Several limitations to this study are needed to be acknowledged. First, we did not compare the model's performance with an average radiologist's assessment of ICH on a head CT scan. The gold standard technique for the ground-truth label is the decision of a radiologist for ICH's presence; thus, we argue that it is to some extent irrational to compare the DL's performance against the gold standard. Nevertheless, several other studies tried to obviate this by using the consensus decisions as the gold standard while using a single radiologist's decisions, preferentially with lesser experience than the gold standard radiologists, as the competitor.
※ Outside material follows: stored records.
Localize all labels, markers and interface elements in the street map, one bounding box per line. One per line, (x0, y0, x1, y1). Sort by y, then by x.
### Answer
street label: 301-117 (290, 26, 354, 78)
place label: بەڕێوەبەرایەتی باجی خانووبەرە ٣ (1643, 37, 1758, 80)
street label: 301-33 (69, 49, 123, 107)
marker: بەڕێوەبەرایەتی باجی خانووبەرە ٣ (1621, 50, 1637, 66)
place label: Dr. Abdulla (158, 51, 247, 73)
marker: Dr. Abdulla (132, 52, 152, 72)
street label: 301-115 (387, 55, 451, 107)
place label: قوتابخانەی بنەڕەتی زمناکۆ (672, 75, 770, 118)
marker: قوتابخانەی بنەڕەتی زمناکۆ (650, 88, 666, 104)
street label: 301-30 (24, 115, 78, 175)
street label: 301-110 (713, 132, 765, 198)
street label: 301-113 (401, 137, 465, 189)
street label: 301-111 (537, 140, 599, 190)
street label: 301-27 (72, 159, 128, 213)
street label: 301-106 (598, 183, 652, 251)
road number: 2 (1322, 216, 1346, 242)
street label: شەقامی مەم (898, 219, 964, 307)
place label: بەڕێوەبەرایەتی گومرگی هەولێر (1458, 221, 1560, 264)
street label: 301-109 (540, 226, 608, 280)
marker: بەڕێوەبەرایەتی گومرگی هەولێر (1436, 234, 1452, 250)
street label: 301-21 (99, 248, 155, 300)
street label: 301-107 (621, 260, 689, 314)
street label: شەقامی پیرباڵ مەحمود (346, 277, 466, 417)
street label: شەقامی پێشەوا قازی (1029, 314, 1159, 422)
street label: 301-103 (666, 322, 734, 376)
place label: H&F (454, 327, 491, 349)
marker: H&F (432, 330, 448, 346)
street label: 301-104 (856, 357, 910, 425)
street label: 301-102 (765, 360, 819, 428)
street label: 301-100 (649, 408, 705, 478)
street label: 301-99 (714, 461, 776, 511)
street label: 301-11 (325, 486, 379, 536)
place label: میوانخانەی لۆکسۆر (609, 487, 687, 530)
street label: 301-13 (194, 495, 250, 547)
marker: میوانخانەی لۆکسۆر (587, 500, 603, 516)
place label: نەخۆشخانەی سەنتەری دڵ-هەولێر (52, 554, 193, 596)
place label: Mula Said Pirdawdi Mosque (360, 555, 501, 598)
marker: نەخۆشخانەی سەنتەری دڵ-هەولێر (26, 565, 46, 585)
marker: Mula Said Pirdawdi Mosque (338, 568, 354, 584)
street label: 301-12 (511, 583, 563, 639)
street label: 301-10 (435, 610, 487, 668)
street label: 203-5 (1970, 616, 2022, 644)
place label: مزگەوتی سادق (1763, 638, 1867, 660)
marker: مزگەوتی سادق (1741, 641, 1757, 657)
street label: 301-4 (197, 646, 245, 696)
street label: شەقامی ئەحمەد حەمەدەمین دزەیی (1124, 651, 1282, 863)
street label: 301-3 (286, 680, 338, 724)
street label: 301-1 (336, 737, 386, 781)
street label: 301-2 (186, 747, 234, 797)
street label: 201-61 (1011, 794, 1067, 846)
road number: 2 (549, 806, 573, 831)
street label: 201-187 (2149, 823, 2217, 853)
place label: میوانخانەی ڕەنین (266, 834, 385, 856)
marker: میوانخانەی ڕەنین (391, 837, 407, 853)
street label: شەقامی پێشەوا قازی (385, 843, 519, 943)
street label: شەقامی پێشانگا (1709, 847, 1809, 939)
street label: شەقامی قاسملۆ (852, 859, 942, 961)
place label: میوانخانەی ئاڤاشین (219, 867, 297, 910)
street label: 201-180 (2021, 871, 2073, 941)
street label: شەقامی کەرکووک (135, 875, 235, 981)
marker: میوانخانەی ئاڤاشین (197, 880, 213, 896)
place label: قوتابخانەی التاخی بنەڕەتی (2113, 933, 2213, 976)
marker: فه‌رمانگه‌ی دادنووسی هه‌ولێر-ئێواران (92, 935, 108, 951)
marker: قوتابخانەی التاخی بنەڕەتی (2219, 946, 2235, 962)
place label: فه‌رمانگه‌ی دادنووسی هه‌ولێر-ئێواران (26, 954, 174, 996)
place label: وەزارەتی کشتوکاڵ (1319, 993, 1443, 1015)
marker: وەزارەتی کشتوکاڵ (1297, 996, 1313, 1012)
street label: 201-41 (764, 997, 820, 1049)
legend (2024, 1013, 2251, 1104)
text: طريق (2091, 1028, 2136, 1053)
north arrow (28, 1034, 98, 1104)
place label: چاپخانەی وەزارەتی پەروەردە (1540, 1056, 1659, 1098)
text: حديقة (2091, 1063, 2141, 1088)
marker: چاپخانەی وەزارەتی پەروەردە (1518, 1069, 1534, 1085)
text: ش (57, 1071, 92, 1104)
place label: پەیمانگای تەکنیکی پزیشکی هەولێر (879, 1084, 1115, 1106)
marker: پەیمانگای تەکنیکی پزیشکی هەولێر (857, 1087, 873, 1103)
Second, we did not incorporate any DL-based segmentation methods to estimate ICH volume in our pipeline. Several prior studies showed the benefits of DL in terms of ICH quantification as quantifying ICH volume is an important yet often neglected task in practice since manually contouring ICH is a labor-intensive and time-consuming operation30,31. Third, during the clinical implementation phase, we did not assess whether DL boosted the diagnostic performance or reading time of a radiologist; thus, this is an area of inquiry for future work. Along the same lines, the added value of DL to a radiologist's performance with and without saliency maps should be compared in future studies to justify the value of DL interpretability.

Conclusions

The joint CNN-RNN model with attention mechanism provided excellent diagnostic accuracy in assessing ICH and its subtypes on a multi-center large-scale sample. The model was seamlessly integrated into the PACS environment and provided its decision within a minute. The pipeline achieved good performance on the test data consisting of consecutive unselected head CT scans obtained in an independent external center for over six months. NormGrad generated saliency maps offer a better model interpretation experience to human radiologists than that of Grad-Cam. Hence, it might be seen as another step towards alleviating the DL's black-box nature in medical imaging tasks.